Extracted records
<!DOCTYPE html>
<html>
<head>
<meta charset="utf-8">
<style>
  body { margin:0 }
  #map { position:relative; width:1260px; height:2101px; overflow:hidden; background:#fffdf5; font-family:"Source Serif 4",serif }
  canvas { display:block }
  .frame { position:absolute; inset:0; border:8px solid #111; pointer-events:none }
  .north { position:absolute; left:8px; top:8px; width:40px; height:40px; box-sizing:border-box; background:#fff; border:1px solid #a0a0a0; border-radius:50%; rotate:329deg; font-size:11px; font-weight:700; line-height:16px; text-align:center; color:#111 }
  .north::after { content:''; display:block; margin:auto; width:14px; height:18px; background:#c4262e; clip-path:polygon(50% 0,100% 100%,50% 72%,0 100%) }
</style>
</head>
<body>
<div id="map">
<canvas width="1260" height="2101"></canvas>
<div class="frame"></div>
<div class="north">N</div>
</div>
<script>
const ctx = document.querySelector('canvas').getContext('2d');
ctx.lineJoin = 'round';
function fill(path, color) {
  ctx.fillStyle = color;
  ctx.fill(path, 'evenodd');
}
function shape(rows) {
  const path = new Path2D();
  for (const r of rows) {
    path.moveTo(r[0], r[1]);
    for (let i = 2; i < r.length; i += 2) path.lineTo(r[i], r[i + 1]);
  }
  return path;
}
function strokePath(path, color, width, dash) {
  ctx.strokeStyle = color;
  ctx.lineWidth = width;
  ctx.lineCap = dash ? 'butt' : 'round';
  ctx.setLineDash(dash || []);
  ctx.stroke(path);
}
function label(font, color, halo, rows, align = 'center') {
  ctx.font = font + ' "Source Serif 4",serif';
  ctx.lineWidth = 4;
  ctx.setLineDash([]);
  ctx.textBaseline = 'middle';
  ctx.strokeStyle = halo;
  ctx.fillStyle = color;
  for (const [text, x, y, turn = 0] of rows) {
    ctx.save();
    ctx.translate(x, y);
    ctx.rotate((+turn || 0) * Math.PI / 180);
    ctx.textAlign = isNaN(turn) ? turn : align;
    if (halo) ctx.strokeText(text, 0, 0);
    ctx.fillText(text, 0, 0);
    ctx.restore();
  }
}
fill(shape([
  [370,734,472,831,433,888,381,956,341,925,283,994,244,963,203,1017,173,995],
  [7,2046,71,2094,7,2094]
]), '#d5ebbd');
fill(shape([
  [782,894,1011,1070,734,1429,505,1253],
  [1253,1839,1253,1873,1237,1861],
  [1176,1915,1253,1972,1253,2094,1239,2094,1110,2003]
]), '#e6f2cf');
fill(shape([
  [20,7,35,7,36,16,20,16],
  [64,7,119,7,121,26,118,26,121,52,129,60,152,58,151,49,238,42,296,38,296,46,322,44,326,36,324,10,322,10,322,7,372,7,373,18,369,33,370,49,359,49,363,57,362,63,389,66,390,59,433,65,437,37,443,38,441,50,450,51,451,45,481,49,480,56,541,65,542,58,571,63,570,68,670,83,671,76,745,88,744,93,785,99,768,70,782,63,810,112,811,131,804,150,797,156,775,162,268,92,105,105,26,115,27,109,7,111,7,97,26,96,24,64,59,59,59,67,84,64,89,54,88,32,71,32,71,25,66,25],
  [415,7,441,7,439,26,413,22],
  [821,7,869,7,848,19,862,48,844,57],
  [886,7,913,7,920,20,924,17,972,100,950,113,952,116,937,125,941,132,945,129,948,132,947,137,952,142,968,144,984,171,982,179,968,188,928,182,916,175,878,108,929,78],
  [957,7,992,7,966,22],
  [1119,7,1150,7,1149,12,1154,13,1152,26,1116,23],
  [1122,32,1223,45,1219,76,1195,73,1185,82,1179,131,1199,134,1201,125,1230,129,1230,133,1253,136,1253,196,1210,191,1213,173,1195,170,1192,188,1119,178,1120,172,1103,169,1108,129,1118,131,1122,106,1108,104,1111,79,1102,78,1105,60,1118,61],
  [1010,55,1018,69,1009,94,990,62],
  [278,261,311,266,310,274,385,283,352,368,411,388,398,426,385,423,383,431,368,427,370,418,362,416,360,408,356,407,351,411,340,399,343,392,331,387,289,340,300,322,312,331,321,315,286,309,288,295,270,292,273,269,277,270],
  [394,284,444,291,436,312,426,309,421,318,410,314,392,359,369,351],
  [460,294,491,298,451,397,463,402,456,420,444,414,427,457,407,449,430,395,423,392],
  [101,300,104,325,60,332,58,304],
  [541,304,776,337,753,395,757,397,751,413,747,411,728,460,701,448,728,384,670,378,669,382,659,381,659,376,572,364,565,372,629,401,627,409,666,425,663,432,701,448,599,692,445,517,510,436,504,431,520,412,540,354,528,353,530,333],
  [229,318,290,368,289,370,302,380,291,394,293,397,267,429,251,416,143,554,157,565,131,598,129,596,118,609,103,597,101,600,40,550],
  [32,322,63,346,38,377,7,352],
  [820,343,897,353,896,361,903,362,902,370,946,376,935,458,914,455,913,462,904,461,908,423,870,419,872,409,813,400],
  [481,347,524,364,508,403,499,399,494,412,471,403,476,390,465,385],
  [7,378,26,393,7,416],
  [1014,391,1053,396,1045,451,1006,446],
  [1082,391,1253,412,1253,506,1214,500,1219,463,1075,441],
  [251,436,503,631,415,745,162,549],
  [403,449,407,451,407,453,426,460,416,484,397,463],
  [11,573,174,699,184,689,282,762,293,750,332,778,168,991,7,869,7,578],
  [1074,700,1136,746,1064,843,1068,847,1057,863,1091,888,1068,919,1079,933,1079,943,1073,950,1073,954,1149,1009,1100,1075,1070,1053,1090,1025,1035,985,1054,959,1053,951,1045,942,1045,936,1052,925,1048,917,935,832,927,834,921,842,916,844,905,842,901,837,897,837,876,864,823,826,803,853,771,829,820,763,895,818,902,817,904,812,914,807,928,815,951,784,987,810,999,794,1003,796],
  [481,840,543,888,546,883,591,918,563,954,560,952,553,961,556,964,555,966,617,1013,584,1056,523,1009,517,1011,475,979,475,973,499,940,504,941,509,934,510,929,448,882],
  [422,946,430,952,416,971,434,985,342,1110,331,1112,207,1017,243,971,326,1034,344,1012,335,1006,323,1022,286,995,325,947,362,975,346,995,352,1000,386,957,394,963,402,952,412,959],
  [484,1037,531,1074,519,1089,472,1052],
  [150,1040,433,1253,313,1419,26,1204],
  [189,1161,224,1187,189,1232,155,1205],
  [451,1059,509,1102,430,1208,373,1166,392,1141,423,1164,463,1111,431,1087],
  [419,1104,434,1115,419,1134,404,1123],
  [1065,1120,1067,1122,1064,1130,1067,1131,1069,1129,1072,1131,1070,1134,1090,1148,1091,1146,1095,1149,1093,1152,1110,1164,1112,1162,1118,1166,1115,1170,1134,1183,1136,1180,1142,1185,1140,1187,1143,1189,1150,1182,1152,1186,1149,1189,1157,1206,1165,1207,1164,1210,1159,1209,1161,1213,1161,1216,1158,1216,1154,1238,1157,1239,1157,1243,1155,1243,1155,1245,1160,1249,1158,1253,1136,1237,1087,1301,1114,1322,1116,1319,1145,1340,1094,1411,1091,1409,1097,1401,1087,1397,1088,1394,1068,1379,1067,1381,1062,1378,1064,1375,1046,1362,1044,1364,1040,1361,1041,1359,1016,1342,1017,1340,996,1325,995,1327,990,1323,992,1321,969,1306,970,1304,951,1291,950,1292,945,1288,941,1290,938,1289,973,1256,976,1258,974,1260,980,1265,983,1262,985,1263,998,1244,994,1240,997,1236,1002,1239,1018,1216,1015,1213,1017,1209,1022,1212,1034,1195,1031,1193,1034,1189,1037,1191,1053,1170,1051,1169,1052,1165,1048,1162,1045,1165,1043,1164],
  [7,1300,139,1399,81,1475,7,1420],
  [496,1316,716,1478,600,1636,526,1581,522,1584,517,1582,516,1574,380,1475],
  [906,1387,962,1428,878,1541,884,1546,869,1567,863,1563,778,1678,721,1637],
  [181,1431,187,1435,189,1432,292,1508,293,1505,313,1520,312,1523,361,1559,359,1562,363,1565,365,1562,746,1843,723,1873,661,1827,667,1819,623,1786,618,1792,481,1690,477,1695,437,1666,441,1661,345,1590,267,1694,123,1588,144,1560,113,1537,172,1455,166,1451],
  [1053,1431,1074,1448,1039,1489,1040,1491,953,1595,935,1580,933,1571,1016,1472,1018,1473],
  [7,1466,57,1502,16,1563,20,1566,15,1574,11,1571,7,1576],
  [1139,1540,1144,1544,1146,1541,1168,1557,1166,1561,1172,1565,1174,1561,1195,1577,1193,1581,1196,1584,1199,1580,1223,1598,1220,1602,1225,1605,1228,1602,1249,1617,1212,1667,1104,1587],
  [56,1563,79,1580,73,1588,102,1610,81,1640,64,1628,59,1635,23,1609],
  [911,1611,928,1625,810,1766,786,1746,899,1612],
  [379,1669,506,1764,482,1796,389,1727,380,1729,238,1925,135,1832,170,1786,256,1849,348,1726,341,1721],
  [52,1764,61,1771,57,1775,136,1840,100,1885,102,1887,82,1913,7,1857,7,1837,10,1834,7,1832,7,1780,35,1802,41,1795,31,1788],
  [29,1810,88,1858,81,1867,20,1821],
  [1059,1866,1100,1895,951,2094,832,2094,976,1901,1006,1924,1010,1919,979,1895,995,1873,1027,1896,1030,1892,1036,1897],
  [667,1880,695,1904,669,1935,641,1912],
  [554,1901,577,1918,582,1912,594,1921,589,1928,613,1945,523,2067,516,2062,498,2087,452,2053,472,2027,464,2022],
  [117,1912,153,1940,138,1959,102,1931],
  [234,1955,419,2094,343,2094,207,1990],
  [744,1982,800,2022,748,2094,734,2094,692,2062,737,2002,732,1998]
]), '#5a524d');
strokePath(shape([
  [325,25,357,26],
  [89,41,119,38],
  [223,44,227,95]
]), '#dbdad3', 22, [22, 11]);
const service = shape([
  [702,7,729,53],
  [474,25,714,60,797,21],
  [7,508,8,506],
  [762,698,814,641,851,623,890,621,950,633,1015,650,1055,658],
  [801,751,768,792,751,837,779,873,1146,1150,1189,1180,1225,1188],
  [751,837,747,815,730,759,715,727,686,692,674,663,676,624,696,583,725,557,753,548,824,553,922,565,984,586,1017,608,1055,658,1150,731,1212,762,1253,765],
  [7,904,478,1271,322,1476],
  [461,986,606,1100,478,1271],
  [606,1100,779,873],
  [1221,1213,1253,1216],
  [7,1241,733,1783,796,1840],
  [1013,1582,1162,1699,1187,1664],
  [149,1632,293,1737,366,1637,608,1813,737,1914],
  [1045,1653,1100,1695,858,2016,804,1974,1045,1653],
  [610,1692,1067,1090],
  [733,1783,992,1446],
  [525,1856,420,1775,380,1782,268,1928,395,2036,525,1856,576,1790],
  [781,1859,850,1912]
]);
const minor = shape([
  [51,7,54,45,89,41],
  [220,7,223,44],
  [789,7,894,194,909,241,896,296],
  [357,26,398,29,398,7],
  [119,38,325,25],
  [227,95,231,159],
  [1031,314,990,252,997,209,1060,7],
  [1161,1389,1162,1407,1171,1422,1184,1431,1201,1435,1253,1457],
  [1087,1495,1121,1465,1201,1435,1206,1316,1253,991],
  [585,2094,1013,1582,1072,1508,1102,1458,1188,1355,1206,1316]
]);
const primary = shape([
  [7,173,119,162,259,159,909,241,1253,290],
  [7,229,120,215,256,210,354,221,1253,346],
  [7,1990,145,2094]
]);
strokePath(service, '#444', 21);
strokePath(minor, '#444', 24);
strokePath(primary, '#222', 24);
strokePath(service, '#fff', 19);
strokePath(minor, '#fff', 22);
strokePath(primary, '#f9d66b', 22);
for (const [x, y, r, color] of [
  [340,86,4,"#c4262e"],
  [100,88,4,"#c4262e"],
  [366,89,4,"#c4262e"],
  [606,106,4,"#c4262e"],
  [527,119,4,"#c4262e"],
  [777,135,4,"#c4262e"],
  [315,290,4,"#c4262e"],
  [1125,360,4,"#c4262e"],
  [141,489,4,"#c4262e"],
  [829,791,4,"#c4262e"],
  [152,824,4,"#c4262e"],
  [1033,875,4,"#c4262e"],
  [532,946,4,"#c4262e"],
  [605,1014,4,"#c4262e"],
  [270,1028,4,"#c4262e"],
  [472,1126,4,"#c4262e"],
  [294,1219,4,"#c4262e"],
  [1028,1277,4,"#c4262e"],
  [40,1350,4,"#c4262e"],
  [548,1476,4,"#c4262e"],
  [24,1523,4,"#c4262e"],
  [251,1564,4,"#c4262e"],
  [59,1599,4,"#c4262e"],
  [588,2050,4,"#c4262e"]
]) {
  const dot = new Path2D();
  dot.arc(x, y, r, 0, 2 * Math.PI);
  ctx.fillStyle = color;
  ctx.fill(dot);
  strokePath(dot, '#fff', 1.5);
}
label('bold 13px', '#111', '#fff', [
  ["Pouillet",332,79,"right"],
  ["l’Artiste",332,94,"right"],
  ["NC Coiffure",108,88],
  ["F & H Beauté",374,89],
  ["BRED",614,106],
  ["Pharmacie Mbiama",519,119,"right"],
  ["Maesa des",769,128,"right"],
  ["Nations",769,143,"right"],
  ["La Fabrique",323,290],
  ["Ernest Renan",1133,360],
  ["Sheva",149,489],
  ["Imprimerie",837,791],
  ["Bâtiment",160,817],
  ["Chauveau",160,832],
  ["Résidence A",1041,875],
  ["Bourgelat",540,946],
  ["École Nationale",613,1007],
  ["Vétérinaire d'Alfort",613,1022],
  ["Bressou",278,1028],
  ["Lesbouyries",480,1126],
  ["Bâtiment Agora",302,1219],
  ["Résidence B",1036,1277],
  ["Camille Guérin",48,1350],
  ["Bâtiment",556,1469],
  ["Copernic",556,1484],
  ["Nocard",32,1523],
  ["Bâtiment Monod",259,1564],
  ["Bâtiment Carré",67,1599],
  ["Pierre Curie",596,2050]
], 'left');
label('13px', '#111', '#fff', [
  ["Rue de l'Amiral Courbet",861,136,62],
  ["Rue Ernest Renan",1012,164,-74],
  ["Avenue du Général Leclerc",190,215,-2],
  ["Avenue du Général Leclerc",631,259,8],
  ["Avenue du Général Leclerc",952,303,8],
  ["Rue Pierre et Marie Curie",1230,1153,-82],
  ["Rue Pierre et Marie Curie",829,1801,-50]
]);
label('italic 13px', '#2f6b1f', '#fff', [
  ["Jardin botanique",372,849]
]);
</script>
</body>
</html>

Requirement
Could you transcribe the entries above word for word, from the line with "[7,1990,145,2094]" down to the line with "dot.arc(x, y, r, 0, 2 * Math.PI);", keeping both?

Answer box
  [7,1990,145,2094]
]);
strokePath(service, '#444', 21);
strokePath(minor, '#444', 24);
strokePath(primary, '#222', 24);
strokePath(service, '#fff', 19);
strokePath(minor, '#fff', 22);
strokePath(primary, '#f9d66b', 22);
for (const [x, y, r, color] of [
  [340,86,4,"#c4262e"],
  [100,88,4,"#c4262e"],
  [366,89,4,"#c4262e"],
  [606,106,4,"#c4262e"],
  [527,119,4,"#c4262e"],
  [777,135,4,"#c4262e"],
  [315,290,4,"#c4262e"],
  [1125,360,4,"#c4262e"],
  [141,489,4,"#c4262e"],
  [829,791,4,"#c4262e"],
  [152,824,4,"#c4262e"],
  [1033,875,4,"#c4262e"],
  [532,946,4,"#c4262e"],
  [605,1014,4,"#c4262e"],
  [270,1028,4,"#c4262e"],
  [472,1126,4,"#c4262e"],
  [294,1219,4,"#c4262e"],
  [1028,1277,4,"#c4262e"],
  [40,1350,4,"#c4262e"],
  [548,1476,4,"#c4262e"],
  [24,1523,4,"#c4262e"],
  [251,1564,4,"#c4262e"],
  [59,1599,4,"#c4262e"],
  [588,2050,4,"#c4262e"]
]) {
  const dot = new Path2D();
  dot.arc(x, y, r, 0, 2 * Math.PI);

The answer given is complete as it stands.